Repository Structure

ConsoleMVC/
  ConsoleMVC.sln                          # Solution file
  ConsoleMVC.Template.csproj              # Packs the dotnet new template
  LICENSE
  readme.md
  src/
    ConsoleMVC/                           # Framework library (NuGet: ConsoleMVC.Framework)
      ConsoleMVC.csproj                   #   Packs lib + generator + build props
      build/ConsoleMVC.Framework.props    #   Auto-imported by consuming projects
      PACKAGE_README.md                   #   README shown on NuGet gallery
      *.cs                                #   Framework source (Controller, Router, ModelBinder, etc.)
    ConsoleMVC.Generators/                # Source generator (bundled into ConsoleMVC package)
      ConsoleMVC.Generators.csproj
      ViewSourceGenerator.cs              #   Transforms .cvw → ConsoleView<T> at compile time
  tests/
    ConsoleMVC.Tests/                     # Unit and integration tests
      ConsoleMVC.Tests.csproj
  templates/
    ConsoleMVC.App/                       # Template content (what users get from dotnet new)
      .template.config/template.json      #   Template engine configuration
      ConsoleMVC.App.csproj               #   sourceName replaced with user's project name
      Program.cs
      Controllers/
      Models/
      Views/

Building

dotnet build ConsoleMVC.sln

Releasing a New Version

1. Bump version numbers in both .csproj files:

  • src/ConsoleMVC/ConsoleMVC.csproj — update <Version>
  • ConsoleMVC.Template.csproj — update <Version>

If the template references a new framework version, also update the <PackageReference> version in templates/ConsoleMVC.App/ConsoleMVC.App.csproj.

2. Pack both packages:

dotnet pack src/ConsoleMVC/ConsoleMVC.csproj -c Release -o nupkg
dotnet pack ConsoleMVC.Template.csproj -c Release -o nupkg

3. Publish to NuGet.org:

dotnet nuget push "nupkg/ConsoleMVC.Framework.X.Y.Z.nupkg" --api-key YOUR_NUGET_API_KEY --source nuget.org
dotnet nuget push "nupkg/ConsoleMVC.Template.X.Y.Z.nupkg" --api-key YOUR_NUGET_API_KEY --source nuget.org

Replace X.Y.Z with the new version number and YOUR_NUGET_API_KEY with an API key from your nuget.org account.

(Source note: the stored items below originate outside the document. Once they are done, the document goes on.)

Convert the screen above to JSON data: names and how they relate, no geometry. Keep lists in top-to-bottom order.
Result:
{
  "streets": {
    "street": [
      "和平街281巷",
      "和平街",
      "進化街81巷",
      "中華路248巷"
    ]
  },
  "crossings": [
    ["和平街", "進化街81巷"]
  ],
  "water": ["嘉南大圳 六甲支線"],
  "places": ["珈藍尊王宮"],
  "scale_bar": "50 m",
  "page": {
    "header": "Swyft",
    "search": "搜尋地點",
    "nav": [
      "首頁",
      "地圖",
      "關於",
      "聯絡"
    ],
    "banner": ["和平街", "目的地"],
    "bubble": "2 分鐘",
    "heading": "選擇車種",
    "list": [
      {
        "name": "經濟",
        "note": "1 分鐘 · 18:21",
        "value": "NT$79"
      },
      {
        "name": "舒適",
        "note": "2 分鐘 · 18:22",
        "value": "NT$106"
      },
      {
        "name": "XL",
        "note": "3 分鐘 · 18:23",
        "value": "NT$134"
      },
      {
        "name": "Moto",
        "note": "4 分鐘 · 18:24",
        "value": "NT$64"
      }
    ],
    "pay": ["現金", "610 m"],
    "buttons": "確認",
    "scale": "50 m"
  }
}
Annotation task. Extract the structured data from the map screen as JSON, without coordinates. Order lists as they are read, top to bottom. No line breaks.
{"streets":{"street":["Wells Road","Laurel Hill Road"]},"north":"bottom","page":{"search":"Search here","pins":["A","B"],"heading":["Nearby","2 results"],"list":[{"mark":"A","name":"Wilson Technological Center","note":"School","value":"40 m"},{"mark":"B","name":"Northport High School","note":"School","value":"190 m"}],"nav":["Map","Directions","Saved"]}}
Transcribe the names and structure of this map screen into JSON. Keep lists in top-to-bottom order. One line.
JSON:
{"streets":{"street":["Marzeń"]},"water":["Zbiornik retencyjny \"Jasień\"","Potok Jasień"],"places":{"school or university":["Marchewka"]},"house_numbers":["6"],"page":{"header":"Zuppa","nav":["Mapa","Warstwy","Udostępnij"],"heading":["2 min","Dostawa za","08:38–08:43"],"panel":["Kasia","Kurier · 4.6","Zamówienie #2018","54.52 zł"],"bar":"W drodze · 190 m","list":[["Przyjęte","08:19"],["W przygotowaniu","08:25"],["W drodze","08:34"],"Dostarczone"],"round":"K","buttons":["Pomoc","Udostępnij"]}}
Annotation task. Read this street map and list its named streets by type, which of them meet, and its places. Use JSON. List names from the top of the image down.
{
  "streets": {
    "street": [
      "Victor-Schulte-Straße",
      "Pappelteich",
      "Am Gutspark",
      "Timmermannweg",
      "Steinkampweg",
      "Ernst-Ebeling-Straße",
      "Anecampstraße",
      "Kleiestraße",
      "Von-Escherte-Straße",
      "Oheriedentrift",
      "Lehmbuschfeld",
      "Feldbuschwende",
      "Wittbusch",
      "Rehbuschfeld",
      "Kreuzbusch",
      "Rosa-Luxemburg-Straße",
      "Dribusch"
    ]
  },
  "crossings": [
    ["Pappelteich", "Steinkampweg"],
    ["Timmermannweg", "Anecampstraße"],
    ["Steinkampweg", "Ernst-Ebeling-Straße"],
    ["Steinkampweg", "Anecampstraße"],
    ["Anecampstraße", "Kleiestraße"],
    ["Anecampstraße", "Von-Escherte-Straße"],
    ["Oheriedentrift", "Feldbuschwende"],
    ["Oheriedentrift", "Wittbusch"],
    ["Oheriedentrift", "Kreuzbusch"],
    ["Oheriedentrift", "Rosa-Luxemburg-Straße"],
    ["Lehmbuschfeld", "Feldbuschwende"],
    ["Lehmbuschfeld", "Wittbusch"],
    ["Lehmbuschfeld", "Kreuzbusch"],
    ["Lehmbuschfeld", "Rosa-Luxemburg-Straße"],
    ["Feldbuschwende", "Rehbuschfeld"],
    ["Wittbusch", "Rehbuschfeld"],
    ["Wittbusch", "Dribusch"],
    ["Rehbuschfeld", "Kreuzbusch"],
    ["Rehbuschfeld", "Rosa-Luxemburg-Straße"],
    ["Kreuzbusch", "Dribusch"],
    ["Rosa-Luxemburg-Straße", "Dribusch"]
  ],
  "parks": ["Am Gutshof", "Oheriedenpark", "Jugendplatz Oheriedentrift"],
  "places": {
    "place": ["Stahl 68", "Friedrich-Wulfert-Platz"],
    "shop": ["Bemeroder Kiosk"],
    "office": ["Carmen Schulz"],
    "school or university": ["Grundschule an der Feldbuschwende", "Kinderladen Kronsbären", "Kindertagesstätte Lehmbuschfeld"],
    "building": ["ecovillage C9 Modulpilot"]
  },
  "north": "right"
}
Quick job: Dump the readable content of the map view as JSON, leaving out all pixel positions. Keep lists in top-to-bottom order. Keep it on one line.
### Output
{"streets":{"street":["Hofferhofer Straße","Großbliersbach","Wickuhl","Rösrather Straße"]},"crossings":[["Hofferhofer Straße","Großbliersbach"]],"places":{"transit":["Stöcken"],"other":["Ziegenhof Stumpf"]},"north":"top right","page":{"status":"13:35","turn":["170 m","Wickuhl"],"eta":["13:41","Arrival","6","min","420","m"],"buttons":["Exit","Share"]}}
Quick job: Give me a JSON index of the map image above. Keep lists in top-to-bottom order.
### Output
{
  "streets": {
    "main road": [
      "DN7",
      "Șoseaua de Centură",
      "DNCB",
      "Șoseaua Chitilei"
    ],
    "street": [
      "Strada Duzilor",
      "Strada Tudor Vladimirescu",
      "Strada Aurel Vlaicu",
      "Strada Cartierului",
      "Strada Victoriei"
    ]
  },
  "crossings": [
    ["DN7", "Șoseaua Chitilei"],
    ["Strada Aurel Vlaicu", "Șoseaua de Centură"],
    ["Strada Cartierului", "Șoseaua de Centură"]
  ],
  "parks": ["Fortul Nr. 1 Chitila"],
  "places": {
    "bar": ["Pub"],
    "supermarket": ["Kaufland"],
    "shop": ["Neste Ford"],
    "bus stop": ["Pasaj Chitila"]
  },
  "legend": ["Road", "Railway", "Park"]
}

4. Verify the packages appear on your NuGet.org profile.

Updating the Template

When modifying the template content (files in templates/ConsoleMVC.App/):

  • All namespaces in template files must use ConsoleMVC.App — this is the sourceName in template.json and gets replaced with the user's project name at scaffolding time
  • The @model directives in .cvw files must also use ConsoleMVC.App.Models.ClassName
  • After changes, repack and republish the ConsoleMVC.Template package

Updating the Source Generator

When modifying ViewSourceGenerator.cs:

  • The generator targets netstandard2.0 — avoid APIs not available in that target
  • Environment.NewLine and similar banned symbols cannot be used (Roslyn analyzer restriction)
  • After changes, you must repack the ConsoleMVC package since the generator DLL is bundled inside it
  • Clear the local NuGet cache (rm -rf ~/.nuget/packages/consolemvc.framework) when testing locally to avoid stale generator DLLs

Version Strategy

Follow SemVer:

  • Patch (1.0.x): Bug fixes, documentation updates
  • Minor (1.x.0): New features, new base class methods, backward-compatible additions
  • Major (x.0.0): Breaking changes to the public API (Controller, ConsoleView, NavigationResult, etc.)

Keep both packages' versions in sync — when the framework version bumps, update the template's PackageReference and bump the template version too.

About

An MVC framework for console applications, inspired by ASP.NET Core MVC. Controller-ViewModel pattern with convention-based routing and Razor-like .cvw view templates.